◆ **Provided information**
━━━━━━
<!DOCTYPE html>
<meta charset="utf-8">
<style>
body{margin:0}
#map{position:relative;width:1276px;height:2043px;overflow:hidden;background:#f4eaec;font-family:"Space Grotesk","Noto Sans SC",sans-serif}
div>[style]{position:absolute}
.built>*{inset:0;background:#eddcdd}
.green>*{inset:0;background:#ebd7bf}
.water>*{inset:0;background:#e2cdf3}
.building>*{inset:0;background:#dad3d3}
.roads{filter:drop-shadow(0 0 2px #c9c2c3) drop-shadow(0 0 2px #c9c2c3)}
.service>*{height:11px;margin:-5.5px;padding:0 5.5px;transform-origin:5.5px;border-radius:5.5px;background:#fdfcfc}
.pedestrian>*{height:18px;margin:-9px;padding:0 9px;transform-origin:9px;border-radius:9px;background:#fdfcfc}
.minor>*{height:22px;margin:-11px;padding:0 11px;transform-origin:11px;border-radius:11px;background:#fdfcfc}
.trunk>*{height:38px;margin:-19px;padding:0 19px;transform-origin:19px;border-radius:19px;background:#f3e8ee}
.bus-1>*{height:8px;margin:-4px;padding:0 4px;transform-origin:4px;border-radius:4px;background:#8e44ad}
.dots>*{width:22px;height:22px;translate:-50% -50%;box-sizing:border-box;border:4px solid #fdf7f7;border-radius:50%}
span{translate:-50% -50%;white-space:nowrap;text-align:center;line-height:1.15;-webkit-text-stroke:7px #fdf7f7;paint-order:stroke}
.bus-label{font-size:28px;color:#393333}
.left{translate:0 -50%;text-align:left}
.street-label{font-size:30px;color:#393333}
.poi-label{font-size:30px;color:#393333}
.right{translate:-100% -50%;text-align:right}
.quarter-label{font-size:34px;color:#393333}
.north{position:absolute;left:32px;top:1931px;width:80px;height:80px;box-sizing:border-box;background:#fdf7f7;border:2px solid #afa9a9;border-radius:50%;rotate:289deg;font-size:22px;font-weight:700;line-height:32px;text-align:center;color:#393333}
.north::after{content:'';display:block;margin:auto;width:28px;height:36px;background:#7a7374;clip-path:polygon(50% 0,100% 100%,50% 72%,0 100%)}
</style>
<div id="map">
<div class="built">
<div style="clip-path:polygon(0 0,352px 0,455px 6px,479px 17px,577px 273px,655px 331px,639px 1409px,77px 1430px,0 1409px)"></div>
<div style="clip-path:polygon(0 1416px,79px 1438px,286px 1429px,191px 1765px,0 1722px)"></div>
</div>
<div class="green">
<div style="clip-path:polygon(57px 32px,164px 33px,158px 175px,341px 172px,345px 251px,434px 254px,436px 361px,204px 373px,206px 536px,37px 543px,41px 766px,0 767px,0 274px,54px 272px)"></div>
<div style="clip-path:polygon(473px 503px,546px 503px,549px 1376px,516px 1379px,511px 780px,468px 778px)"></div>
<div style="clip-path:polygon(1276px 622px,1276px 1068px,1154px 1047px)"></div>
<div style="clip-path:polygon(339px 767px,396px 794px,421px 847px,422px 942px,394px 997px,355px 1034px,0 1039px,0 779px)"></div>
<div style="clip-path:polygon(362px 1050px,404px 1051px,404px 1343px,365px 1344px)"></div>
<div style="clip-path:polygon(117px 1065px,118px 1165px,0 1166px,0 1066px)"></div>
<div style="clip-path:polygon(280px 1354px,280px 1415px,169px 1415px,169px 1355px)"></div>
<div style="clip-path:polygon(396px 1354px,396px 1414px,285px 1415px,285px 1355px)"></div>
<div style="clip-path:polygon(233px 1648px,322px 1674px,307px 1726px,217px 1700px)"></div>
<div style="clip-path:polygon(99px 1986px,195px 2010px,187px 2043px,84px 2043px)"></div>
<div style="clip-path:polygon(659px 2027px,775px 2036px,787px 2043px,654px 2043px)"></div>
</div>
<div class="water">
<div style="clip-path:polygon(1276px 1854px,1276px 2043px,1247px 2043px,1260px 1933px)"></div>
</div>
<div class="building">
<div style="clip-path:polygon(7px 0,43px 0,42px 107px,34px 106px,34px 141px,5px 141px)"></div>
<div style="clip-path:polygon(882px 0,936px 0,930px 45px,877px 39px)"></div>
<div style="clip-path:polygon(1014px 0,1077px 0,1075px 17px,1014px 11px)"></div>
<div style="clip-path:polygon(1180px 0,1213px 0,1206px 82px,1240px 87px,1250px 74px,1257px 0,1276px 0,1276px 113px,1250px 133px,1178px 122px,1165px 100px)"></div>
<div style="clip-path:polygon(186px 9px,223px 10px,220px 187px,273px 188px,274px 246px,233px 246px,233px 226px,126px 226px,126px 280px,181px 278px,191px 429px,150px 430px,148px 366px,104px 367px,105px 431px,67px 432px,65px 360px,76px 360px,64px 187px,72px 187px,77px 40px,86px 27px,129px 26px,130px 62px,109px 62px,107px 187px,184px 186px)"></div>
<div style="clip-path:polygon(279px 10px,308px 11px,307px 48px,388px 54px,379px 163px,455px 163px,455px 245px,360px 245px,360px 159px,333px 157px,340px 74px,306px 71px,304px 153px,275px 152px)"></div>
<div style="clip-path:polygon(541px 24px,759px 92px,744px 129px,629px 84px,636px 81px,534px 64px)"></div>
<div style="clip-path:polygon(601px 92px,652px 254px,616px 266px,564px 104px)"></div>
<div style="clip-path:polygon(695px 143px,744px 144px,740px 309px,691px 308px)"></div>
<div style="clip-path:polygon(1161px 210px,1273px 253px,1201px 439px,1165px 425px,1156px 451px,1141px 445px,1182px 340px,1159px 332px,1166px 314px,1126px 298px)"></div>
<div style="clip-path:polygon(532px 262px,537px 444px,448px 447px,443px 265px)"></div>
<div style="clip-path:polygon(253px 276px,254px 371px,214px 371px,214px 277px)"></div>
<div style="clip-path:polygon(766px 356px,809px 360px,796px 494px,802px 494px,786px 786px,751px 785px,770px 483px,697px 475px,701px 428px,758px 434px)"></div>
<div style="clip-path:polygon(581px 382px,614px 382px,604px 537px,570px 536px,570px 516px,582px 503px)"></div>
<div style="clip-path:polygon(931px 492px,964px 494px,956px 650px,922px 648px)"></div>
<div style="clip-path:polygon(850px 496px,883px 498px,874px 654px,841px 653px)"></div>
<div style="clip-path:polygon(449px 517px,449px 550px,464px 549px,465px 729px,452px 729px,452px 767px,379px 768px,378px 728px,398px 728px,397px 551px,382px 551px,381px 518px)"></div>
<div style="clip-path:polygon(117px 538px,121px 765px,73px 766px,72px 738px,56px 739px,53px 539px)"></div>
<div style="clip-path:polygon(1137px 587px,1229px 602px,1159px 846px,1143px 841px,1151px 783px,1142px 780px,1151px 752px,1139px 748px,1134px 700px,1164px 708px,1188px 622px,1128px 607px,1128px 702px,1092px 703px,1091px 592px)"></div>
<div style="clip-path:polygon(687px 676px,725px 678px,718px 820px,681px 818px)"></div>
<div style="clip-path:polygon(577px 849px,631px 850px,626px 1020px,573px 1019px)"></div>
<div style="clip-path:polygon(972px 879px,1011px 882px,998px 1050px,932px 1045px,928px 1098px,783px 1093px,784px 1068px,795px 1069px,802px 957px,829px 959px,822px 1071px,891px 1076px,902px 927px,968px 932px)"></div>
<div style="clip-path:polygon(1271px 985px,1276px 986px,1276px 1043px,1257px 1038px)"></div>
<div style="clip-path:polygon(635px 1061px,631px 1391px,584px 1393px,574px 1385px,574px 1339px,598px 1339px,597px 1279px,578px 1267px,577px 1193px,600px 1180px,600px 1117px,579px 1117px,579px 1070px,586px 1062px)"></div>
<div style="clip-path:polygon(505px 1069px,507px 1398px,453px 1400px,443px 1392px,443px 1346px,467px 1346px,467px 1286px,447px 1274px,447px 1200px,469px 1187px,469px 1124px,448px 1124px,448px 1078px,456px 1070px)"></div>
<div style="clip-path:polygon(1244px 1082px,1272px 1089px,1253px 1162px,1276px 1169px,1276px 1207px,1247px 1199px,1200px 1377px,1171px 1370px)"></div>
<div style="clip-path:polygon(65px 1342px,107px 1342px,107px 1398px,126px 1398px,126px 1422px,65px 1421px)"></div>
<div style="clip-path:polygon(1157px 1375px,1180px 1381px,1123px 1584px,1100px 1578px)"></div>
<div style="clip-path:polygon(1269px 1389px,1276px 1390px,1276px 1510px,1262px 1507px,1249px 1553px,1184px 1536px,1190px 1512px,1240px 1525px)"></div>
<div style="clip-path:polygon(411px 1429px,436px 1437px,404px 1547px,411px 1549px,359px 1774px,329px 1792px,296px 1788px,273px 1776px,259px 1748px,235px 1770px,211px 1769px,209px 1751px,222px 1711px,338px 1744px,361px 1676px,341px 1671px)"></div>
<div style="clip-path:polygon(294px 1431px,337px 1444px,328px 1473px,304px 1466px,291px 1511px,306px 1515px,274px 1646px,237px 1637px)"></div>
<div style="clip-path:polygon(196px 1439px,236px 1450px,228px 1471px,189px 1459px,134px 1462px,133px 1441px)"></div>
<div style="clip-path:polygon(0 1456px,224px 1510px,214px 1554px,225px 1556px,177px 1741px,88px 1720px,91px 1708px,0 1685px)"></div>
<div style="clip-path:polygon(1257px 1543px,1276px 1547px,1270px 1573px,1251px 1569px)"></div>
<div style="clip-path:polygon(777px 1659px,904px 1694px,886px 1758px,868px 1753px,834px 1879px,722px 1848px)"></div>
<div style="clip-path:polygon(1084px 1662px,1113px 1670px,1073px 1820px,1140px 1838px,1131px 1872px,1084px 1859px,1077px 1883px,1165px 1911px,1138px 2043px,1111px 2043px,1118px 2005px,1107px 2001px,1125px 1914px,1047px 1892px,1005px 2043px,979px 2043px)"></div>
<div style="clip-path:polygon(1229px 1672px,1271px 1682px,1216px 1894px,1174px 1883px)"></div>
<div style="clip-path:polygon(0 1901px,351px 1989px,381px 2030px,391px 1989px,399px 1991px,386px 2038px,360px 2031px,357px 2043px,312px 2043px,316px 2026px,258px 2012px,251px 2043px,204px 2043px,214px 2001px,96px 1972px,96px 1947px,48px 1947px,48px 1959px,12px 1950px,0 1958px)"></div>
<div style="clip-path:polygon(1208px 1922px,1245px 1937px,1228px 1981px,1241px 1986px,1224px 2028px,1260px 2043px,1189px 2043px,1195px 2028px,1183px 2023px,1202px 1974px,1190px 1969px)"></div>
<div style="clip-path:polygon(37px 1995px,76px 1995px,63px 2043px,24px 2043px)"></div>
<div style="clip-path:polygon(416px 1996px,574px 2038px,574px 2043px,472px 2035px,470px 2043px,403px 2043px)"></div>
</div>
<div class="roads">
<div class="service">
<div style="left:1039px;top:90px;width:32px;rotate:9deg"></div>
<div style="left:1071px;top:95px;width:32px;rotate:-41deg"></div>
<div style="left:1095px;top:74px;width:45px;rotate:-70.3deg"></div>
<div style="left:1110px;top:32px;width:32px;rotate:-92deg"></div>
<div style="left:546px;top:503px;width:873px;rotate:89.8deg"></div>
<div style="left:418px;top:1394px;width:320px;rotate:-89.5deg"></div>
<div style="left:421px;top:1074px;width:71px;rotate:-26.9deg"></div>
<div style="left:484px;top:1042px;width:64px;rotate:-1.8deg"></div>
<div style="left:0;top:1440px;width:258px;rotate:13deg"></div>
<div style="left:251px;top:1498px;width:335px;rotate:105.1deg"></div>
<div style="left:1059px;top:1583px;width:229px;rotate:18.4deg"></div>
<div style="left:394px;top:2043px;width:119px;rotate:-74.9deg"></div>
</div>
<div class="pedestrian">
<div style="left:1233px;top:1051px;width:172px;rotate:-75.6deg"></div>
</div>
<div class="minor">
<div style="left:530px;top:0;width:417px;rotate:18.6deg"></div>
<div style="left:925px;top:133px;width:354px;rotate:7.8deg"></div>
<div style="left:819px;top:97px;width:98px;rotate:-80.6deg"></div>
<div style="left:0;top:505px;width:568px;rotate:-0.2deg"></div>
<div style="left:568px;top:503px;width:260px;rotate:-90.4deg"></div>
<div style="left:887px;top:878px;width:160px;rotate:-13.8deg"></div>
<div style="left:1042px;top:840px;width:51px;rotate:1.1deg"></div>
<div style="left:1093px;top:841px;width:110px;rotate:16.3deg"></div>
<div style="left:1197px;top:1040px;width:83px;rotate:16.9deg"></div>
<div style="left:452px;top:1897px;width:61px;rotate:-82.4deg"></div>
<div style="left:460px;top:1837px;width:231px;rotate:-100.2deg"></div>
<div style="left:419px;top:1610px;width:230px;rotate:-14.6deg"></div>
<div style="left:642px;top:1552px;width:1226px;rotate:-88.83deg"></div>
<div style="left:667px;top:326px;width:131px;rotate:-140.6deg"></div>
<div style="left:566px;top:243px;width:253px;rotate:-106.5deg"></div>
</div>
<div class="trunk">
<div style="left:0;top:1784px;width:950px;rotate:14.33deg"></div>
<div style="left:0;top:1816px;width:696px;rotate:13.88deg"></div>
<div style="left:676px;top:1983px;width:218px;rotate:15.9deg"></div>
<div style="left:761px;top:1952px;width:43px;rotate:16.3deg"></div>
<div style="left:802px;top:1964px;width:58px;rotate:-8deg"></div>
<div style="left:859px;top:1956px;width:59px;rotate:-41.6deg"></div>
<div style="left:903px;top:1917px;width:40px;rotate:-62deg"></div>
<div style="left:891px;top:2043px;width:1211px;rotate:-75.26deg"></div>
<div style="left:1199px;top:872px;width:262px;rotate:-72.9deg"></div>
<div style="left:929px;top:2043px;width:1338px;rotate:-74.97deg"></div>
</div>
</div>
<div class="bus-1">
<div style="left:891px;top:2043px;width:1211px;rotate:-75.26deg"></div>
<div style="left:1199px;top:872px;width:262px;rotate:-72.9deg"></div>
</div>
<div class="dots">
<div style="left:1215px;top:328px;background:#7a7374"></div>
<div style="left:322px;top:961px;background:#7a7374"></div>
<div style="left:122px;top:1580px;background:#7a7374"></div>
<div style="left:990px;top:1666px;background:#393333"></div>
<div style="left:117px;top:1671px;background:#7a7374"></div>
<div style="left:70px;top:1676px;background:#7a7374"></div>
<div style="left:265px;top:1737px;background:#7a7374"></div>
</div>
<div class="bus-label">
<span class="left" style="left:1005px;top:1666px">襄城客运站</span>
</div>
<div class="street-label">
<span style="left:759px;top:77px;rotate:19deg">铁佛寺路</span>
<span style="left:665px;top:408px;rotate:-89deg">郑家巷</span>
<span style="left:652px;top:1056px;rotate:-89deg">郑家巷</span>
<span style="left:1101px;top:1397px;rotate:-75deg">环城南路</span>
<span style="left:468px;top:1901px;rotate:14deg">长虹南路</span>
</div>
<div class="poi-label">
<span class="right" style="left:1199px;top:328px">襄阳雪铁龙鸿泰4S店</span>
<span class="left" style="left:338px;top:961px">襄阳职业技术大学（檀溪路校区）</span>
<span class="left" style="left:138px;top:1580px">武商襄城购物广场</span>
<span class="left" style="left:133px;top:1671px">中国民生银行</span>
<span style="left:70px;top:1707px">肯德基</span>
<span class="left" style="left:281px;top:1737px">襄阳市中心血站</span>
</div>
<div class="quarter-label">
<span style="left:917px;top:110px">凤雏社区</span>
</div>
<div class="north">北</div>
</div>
━━━━━━
◆ **What to produce**
Copy each line holding the word "service" from the listing above.

◆ **Output of the exercise**
.service>*{height:11px;margin:-5.5px;padding:0 5.5px;transform-origin:5.5px;border-radius:5.5px;background:#fdfcfc}
<div class="service">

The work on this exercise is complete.